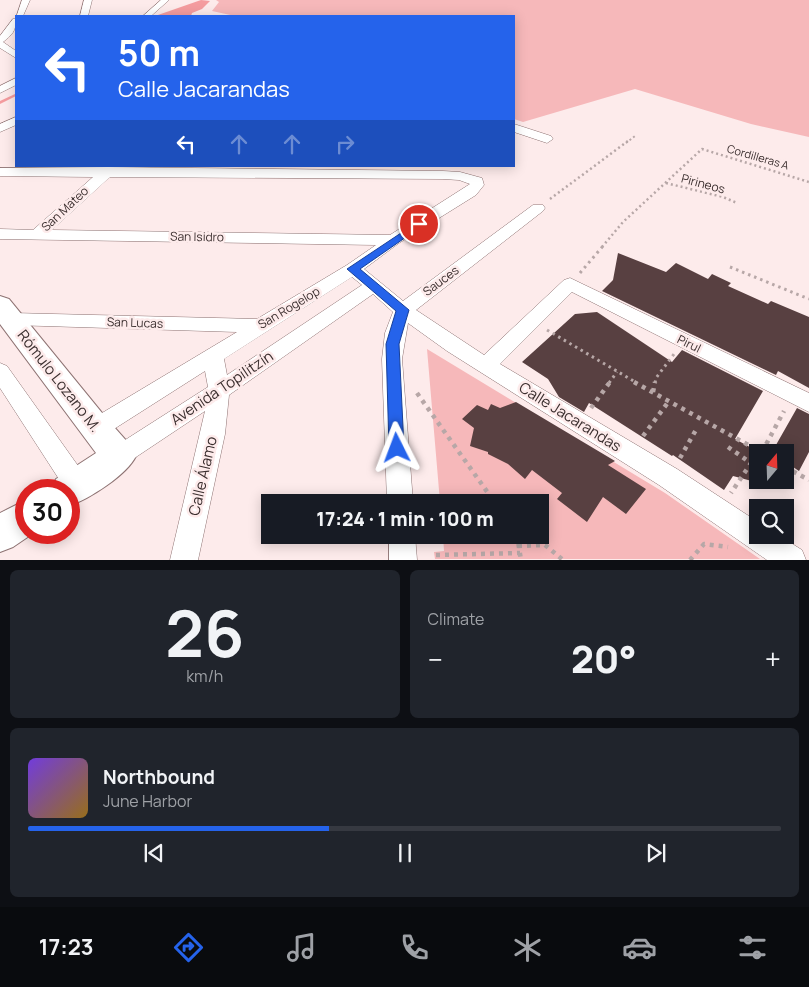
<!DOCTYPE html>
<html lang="en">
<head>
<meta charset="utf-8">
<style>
  :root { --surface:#171b24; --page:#20242c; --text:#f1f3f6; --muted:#9ea1a6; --line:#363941; --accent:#2563eb }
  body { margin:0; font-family:Manrope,sans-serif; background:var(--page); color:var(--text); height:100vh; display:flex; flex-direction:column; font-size:19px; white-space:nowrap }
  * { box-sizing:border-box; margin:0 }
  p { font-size:16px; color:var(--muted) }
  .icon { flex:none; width:28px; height:28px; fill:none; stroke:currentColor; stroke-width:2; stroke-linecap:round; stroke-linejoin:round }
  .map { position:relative; height:560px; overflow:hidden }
  .sheet { display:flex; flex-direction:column; gap:10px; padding:10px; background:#0d0f14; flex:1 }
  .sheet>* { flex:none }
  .hud { position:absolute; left:15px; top:15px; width:500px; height:152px; border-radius:0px; box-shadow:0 2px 12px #0003; background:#2563eb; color:#fff; overflow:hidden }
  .needle { width:32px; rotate:19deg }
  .controls { position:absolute; left:749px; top:444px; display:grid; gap:10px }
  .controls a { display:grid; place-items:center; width:45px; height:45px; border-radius:0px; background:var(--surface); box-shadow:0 2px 12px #0003; font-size:25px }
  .speed { position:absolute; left:15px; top:479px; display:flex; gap:10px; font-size:25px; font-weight:700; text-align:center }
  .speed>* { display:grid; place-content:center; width:65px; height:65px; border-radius:50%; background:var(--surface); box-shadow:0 2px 12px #0003; line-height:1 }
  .speed .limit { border:8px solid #d22; background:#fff; color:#111 }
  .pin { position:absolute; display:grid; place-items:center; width:42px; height:42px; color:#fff; margin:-21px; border:2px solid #fff; border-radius:50%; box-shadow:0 1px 5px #0007 }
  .me { position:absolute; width:55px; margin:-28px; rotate:357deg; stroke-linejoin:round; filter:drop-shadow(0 0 4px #0008) }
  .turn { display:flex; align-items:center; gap:18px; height:105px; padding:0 20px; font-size:22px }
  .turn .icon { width:65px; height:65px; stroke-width:2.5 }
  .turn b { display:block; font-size:35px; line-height:42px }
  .lanes { display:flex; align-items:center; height:48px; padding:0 20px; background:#0003; justify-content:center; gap:25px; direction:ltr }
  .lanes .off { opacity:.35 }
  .big { font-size:38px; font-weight:800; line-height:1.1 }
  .sheet .widget { flex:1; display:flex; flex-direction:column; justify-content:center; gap:8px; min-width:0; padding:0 18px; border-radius:8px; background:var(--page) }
  .sheet .dial { align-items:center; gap:0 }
  .dial b { font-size:65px; line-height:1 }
  .song { display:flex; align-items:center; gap:15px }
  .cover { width:60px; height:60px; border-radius:8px; background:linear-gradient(135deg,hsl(260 70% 55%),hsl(40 70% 35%)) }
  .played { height:5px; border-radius:2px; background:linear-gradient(90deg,var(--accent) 40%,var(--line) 40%) }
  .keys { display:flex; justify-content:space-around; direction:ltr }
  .heat { display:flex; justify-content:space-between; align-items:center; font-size:28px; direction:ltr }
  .sheet .tiles { flex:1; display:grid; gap:10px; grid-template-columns:1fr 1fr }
  .widget:last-child { grid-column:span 2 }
  .trip { position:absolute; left:261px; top:494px; width:288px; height:50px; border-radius:0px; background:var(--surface); box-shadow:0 2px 12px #0003; font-weight:800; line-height:50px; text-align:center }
  .tab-bar { display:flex; height:80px; justify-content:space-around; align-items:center; background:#090b0e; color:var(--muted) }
  .tab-bar .icon { width:35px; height:35px }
  .tab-bar .current { color:var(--accent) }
  .tab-bar b { font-size:22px; color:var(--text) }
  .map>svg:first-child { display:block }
  .green { fill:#f6b8ba }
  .water { fill:#f49c9f }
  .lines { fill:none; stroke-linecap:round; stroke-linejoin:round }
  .stream { fill:#f49c9f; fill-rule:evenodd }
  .building { fill:#584041 }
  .street-casing { stroke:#8e7373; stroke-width:1 }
  .secondary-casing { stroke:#8e7373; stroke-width:2 }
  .path-far3 { stroke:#b7a7a7; stroke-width:2; stroke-dasharray:2 2.5; stroke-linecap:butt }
  .path-far2 { stroke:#b7a7a7; stroke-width:2.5; stroke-dasharray:2 3; stroke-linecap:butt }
  .path-far1 { stroke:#b7a7a7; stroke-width:3; stroke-dasharray:2.5 4; stroke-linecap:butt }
  .path { stroke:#b7a7a7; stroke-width:4.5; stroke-dasharray:4 5; stroke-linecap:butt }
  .street { fill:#fff; fill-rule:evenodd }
  .secondary { fill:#fff; fill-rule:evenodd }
  .route { fill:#2563eb; stroke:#184099 }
  .labels { text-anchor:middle; stroke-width:5; stroke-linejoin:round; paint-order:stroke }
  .far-street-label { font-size:11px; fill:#3a2e2e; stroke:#fdebeb }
  .street-label { font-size:12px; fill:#3a2e2e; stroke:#fdebeb }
  .near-street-label { font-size:15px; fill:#3a2e2e; stroke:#fdebeb }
</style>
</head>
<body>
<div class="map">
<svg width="809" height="560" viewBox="0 0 809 560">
  <rect width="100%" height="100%" fill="#fdebeb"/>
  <g class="green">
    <path d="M 216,0 L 809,0 L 809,137 L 751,124 L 635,89 L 523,122 L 514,119 L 514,16 L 235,16 L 212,11 L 219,2 Z"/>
    <path d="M 427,349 L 665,493 L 760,559 L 435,559 L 434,552 L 444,551 L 443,535 L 540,535 L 540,502 L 440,502 Z"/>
  </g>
  <path class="water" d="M 201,0 L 210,1 L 202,9 L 192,13 L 191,16 L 155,16 Z"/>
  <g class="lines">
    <path class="stream" d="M 15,94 L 16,94 L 16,96 L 0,104 L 0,101 Z"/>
  </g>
  <g class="building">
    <path d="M 618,253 L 666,272 L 676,263 L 708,279 L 712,274 L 731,283 L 728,286 L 768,304 L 771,301 L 809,317 L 809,391 L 809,388 L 778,371 L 776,375 L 602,291 L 613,280 Z"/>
    <path d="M 597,312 L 672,362 L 682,350 L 763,391 L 735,439 L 759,452 L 758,480 L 784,480 L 778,488 L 733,476 L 724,490 L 673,455 L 672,456 L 589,403 L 584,412 L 559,397 L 548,379 L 522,362 L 575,314 Z"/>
    <path d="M 516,402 L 615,461 L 608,465 L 646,489 L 626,514 L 603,497 L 587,522 L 557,499 L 562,493 L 532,470 L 525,479 L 508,464 L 488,454 L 488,452 L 470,446 L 474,428 L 462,419 L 477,405 L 488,410 L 491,404 L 500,408 Z"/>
    <path d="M 797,408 L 809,414 L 809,452 L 799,471 L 793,467 L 785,479 L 785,452 L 772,452 Z"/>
  </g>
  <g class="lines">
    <defs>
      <g id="street">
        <path d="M 22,0 L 30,0 L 23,16 L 16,18 Z"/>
        <path d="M 84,0 L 92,0 L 88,16 L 80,16 Z"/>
        <path d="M 161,0 L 169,0 L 151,16 L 143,16 Z"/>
        <path d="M 13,19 L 16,19 C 16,31 12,35 3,42 L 16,51 L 16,58 L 0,48 L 0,36 Z"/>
        <path d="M 16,78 L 16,85 L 0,93 L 0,86 Z"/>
        <path d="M 16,117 L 16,125 L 0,132 L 0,124 Z"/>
        <path d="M 514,124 L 551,136 L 553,139 L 547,143 L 514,132 Z"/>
        <path d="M 108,167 L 443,171 L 460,172 L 482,178 L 484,185 L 476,195 L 399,243 L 364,269 L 403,301 L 533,205 L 543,205 L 545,208 L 543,211 L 416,310 L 484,355 L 564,280 L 570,278 L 809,393 L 809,412 L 572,292 L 500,364 L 677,469 L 758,522 L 758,535 L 778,535 L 802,550 L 806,560 L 767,560 L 659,485 L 447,351 L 408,323 L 402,359 L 413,502 L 387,502 L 382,359 L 385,333 L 393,312 L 373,294 L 229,395 L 225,434 L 198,560 L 170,560 L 205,411 L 127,463 L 119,466 L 111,463 L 107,456 L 111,449 L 208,387 L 205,371 L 103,436 L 95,438 L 87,436 L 84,429 L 87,422 L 237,332 L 12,325 L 5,324 L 3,319 L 5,314 L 12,313 L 257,319 L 347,265 L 376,245 L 0,239 L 0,229 L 33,230 L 93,177 L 0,176 L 0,168 ZM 110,177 L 443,179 L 459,180 L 470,184 L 390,235 L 52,230 ZM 352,277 L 362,285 L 227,375 L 224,359 Z"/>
        <path d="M 0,363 L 7,366 L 86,477 L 89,485 L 86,493 L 77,496 L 66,490 L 0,388 Z"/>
        <path d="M 389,535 L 415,535 L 417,560 L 389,560 Z"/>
      </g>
      <g id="secondary">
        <path d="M 0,296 L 9,299 L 107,419 L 131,446 L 136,456 C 127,475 89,499 69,506 L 69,490 L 51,490 L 56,479 L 96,453 L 0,324 Z"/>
        <path d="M 26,500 L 26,532 L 35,532 L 13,547 L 0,552 L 0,513 Z"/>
      </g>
    </defs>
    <use href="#street" class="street-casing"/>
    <use href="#secondary" class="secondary-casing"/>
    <path class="path-far3" d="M 626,143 L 635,136"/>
    <g class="path-far2">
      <path d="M 666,183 L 723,197 L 737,203"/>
      <path d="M 550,199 L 628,141"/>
      <path d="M 602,247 L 623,222 L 702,149 L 809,182"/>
    </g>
    <g class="path-far1">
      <path d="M 730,267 L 809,299"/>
      <path d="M 580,273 L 603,246"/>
      <path d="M 547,330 L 637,383"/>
      <path d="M 609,383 L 617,372"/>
      <path d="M 655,383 L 656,378 L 674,354"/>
    </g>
    <g class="path">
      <path d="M 634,382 L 761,452"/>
      <path d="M 653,392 L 655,382"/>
      <path d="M 417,393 L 493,500 L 498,502"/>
      <path d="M 591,408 L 610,382"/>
      <path d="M 643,436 L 669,401"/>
      <path d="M 728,447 L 751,463 L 731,493"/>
      <path d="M 762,452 L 784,411"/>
      <path d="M 680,458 L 697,428"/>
      <path d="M 785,467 L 809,480"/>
      <path d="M 477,502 L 493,500"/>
      <path d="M 517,535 L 521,560"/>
      <path d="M 518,546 L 545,545 L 563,560"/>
      <path d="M 436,555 L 520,553"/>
      <path d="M 690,560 L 704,544 L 728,547"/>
    </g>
    <use href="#street" class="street"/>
    <use href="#secondary" class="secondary"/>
  </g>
  <path class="route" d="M 419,221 L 424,224 L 422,226 L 360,269 L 409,310 L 399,344 L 404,448 L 402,453 L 397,455 L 391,453 L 389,448 L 386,344 L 396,311 L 347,269 Z"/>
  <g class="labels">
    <g class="far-street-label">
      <text transform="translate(758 157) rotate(16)" y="4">Cordilleras A</text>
    </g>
    <g class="street-label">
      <text transform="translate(703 184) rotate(15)" y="4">Pirineos</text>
      <text transform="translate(65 209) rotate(-43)" y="4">San Mateo</text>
      <text transform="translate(197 237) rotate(1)" y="4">San Isidro</text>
      <text transform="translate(441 281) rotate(-37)" y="4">Sauces</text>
      <text transform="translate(289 308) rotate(-31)" y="4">San Rogelop</text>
      <text transform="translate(135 323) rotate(2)" y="4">San Lucas</text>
      <text transform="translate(689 344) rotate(26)" y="4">Pirul</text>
    </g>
    <g class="near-street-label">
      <text transform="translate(59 381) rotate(52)" y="5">Rómulo Lozano M.</text>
      <text transform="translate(222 388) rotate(-34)" y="5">Avenida Topilitzín</text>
      <text transform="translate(570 417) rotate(32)" y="5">Calle Jacarandas</text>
      <text transform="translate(203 476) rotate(-77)" y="5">Calle Álamo</text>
    </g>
  </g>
</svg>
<div class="controls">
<a><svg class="needle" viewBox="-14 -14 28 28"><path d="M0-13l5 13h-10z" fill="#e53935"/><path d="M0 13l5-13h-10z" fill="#9ea1a6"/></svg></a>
<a><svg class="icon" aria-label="search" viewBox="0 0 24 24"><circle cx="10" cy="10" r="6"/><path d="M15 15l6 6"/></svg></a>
</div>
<div class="speed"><div class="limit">30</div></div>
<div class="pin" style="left:419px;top:224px;background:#d93025"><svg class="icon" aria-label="arrive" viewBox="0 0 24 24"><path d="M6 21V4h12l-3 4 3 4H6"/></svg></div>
<svg class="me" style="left:397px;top:448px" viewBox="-20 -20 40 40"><path d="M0-17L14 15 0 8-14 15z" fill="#2563eb" stroke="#fff" stroke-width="4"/></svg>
<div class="trip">17:24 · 1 min · 100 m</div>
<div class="hud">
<div class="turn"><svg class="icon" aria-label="left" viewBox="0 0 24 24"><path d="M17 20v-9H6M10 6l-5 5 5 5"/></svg><div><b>50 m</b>Calle Jacarandas</div></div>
<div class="lanes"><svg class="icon" aria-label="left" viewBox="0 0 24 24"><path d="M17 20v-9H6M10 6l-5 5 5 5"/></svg><svg class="icon off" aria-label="ahead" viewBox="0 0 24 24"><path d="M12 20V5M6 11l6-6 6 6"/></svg><svg class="icon off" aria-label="ahead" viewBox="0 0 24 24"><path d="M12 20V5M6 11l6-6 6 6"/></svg><svg class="icon off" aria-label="right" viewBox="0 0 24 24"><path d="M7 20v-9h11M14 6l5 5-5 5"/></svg></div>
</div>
</div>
<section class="sheet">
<div class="tiles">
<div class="widget dial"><b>26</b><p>km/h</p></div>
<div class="widget"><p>Climate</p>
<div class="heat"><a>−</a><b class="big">20°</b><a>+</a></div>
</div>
<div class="widget">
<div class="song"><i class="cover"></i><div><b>Northbound</b><p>June Harbor</p></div></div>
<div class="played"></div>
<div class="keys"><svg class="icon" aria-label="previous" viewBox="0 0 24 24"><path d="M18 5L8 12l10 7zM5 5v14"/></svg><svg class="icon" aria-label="pause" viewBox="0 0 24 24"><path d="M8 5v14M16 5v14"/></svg><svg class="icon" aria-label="next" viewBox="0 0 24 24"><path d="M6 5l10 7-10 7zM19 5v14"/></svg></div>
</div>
</div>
</section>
<nav class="tab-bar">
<b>17:23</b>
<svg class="icon current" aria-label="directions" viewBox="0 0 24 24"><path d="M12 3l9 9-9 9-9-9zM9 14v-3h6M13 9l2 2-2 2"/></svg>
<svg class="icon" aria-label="music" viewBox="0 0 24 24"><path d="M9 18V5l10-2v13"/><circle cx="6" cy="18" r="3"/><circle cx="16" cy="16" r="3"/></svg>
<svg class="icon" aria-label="phone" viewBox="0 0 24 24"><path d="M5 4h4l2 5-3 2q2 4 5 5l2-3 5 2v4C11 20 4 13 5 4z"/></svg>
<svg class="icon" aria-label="climate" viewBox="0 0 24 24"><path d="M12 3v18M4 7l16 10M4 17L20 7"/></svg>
<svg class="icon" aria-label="car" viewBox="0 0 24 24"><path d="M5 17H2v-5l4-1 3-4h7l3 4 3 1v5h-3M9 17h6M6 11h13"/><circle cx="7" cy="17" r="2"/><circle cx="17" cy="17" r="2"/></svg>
<svg class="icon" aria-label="filters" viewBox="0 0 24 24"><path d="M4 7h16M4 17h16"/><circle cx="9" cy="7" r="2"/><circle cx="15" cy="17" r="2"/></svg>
</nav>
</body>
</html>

= = = = =

▶ PROMPT: Exactly the lines from the one containing "3v18M4 7l16 10M4" through the last line of the records are to be transcribed, both endpoints included.

▶ FINISHED TASK:
<svg class="icon" aria-label="climate" viewBox="0 0 24 24"><path d="M12 3v18M4 7l16 10M4 17L20 7"/></svg>
<svg class="icon" aria-label="car" viewBox="0 0 24 24"><path d="M5 17H2v-5l4-1 3-4h7l3 4 3 1v5h-3M9 17h6M6 11h13"/><circle cx="7" cy="17" r="2"/><circle cx="17" cy="17" r="2"/></svg>
<svg class="icon" aria-label="filters" viewBox="0 0 24 24"><path d="M4 7h16M4 17h16"/><circle cx="9" cy="7" r="2"/><circle cx="15" cy="17" r="2"/></svg>
</nav>
</body>
</html>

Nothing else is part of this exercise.